Kevin Vandenboss: What's that barrier to entry for anybody to come into the Las Vegas market right now?

Edward Pitoniak: Just in the last year that a very successful Asian gaming company called denting opened a new property on this.

North end of the strip called Resorts World. They got the asset opened. There's a lot of aspects to it that are spectacular. They're a focused on entertainment is very strong, just a little further up the strip from there is a project that was originally known as the Fontainebleau developed by the The developer and operator who brought the Fontainebleau in Miami beach back to the forefront.

It is once again being called the Fontainebleau. And that I think is targeted for an opening probably in 2024 or so. And what's interesting is Koch industries, home of the famous Koch brothers have put capital into that project. So there will be a new project there as well, very sizeable, one above and beyond that, I think what you're going to, you're going to see is quite a bit of activity Tilman Fertitta just closed on that land that we spoke of at the intersection of Harmon and Las Vegas Boulevard.

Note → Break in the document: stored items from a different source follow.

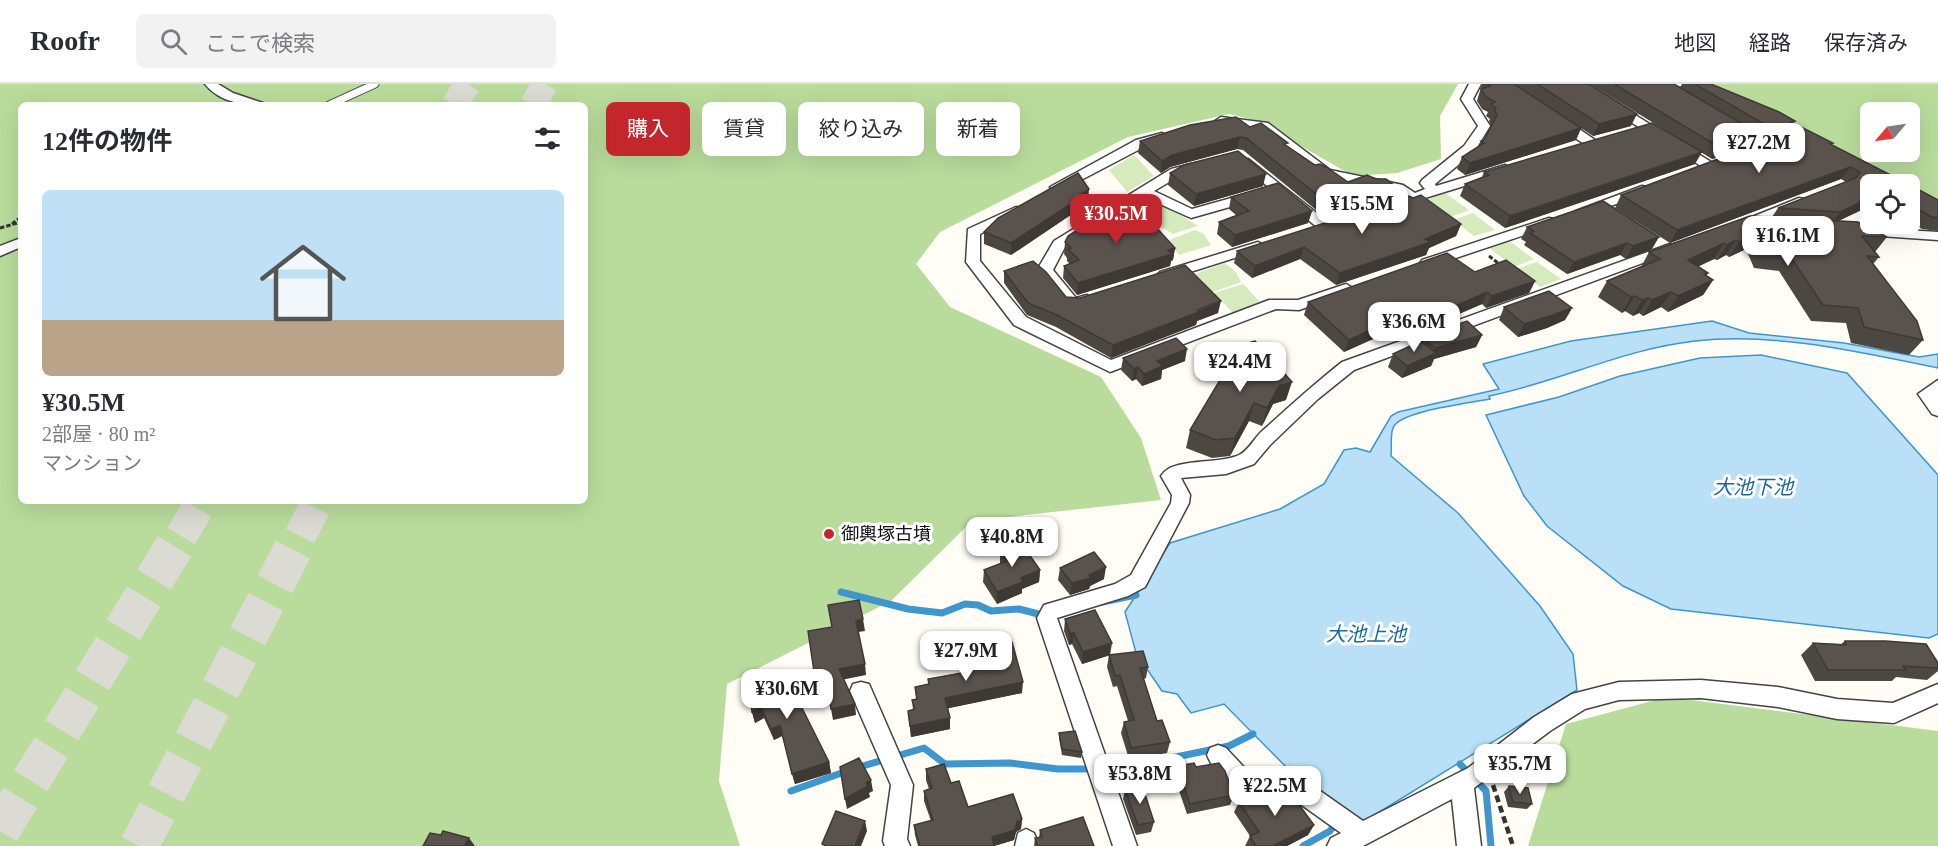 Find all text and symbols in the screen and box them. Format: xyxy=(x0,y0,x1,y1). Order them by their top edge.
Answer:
search box xyxy=(136,14,556,68)
text: Roofr xyxy=(30,25,100,56)
icon: search xyxy=(157,25,190,58)
text: ここで検索 xyxy=(205,31,315,56)
text: 地図 xyxy=(1674,31,1716,55)
text: 経路 xyxy=(1749,31,1791,55)
text: 保存済み xyxy=(1824,31,1908,55)
chip: 購入 xyxy=(606,102,690,156)
chip: 賃貸 xyxy=(702,102,786,156)
chip: 絞り込み xyxy=(798,102,924,156)
chip: 新着 xyxy=(936,102,1020,156)
north arrow xyxy=(1860,102,1920,162)
map controls xyxy=(1860,102,1920,234)
icon: filters xyxy=(531,122,564,155)
pin: ¥27.2M xyxy=(1710,123,1808,174)
text: 12件の物件 xyxy=(42,127,172,156)
text: ¥27.2M xyxy=(1727,131,1791,153)
button: locate xyxy=(1860,174,1920,234)
pin: ¥15.5M xyxy=(1313,184,1411,235)
text: ¥15.5M xyxy=(1330,192,1394,214)
pin: ¥30.5M xyxy=(1067,194,1165,245)
text: ¥30.5M xyxy=(1084,202,1148,224)
pin: ¥16.1M xyxy=(1739,216,1837,267)
text: ¥16.1M xyxy=(1756,224,1820,246)
icon: home xyxy=(249,229,357,337)
pin: ¥36.6M xyxy=(1365,302,1463,353)
text: ¥36.6M xyxy=(1382,310,1446,332)
pin: ¥24.4M xyxy=(1191,342,1289,393)
text: ¥24.4M xyxy=(1208,350,1272,372)
text: ¥30.5M xyxy=(42,388,125,417)
text: 2部屋 · 80 m² xyxy=(42,423,155,445)
text: マンション xyxy=(42,452,142,474)
water label: 大池下池 xyxy=(1713,476,1795,498)
pin: ¥40.8M xyxy=(963,517,1061,568)
place label: 御輿塚古墳 xyxy=(841,524,931,544)
text: ¥40.8M xyxy=(980,525,1044,547)
marker: 御輿塚古墳 xyxy=(822,527,836,541)
water label: 大池上池 xyxy=(1326,623,1408,645)
pin: ¥27.9M xyxy=(917,631,1015,682)
text: ¥27.9M xyxy=(934,639,998,661)
pin: ¥30.6M xyxy=(738,669,836,720)
text: ¥30.6M xyxy=(755,677,819,699)
pin: ¥35.7M xyxy=(1471,744,1569,795)
text: ¥35.7M xyxy=(1488,752,1552,774)
pin: ¥53.8M xyxy=(1091,754,1189,805)
text: ¥53.8M xyxy=(1108,762,1172,784)
pin: ¥22.5M xyxy=(1226,766,1324,817)
text: ¥22.5M xyxy=(1243,774,1307,796)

The strip he'll be developing, I believe a high-end hotel there, a model after the beautiful hotel he built in Houston called the post. You're going to see other infilled projects along the way.

You're going to see other projects expand other properties, expand. We're very excited about the fact that our partners Hardrock with whom we already partner in Cincinnati have bought the Mirage operation from MGM. They will become our new tenant. And what has been known as the Mirage. It'll be hereafter known as Hardrock Las Vegas, I believe.

And we will be helping them by funding. A $1.5 billion development of a new guitar shaped tower. That will be very much like the one they built in Hollywood, Florida at their marquee property down there, which is just spectacular. Similarly, we have an agreement with Apollo to potentially fund a new tower at the Venetian.

So I don't, it'll be a blend of some new properties, Kevin, but it'll also be, I think infill because. The land is getting somewhat scarcer. Benefit from owning a few dozen acres of undeveloped land which we'll realize value out of at some point here. But a lot of it will be about infill and taking advantage of the fact that these parcels are so enormous.

There's another very compelling development options. As an example of the front side of Caesar's palace, Las Vegas, right along the strip.

Kevin Vandenboss: This will definitely all be exciting to see come together. Do you have any parting words of wisdom for our listeners on how they can navigate the market right now?

Edward Pitoniak: I think keep your head about you. Make sure you own some stocks that are going to pay you to own them no matter what happens. Here in the coming weeks and months, it is the blessing benefit of dividend stocks that they just keep paying you based upon economics that can whether thick and thin.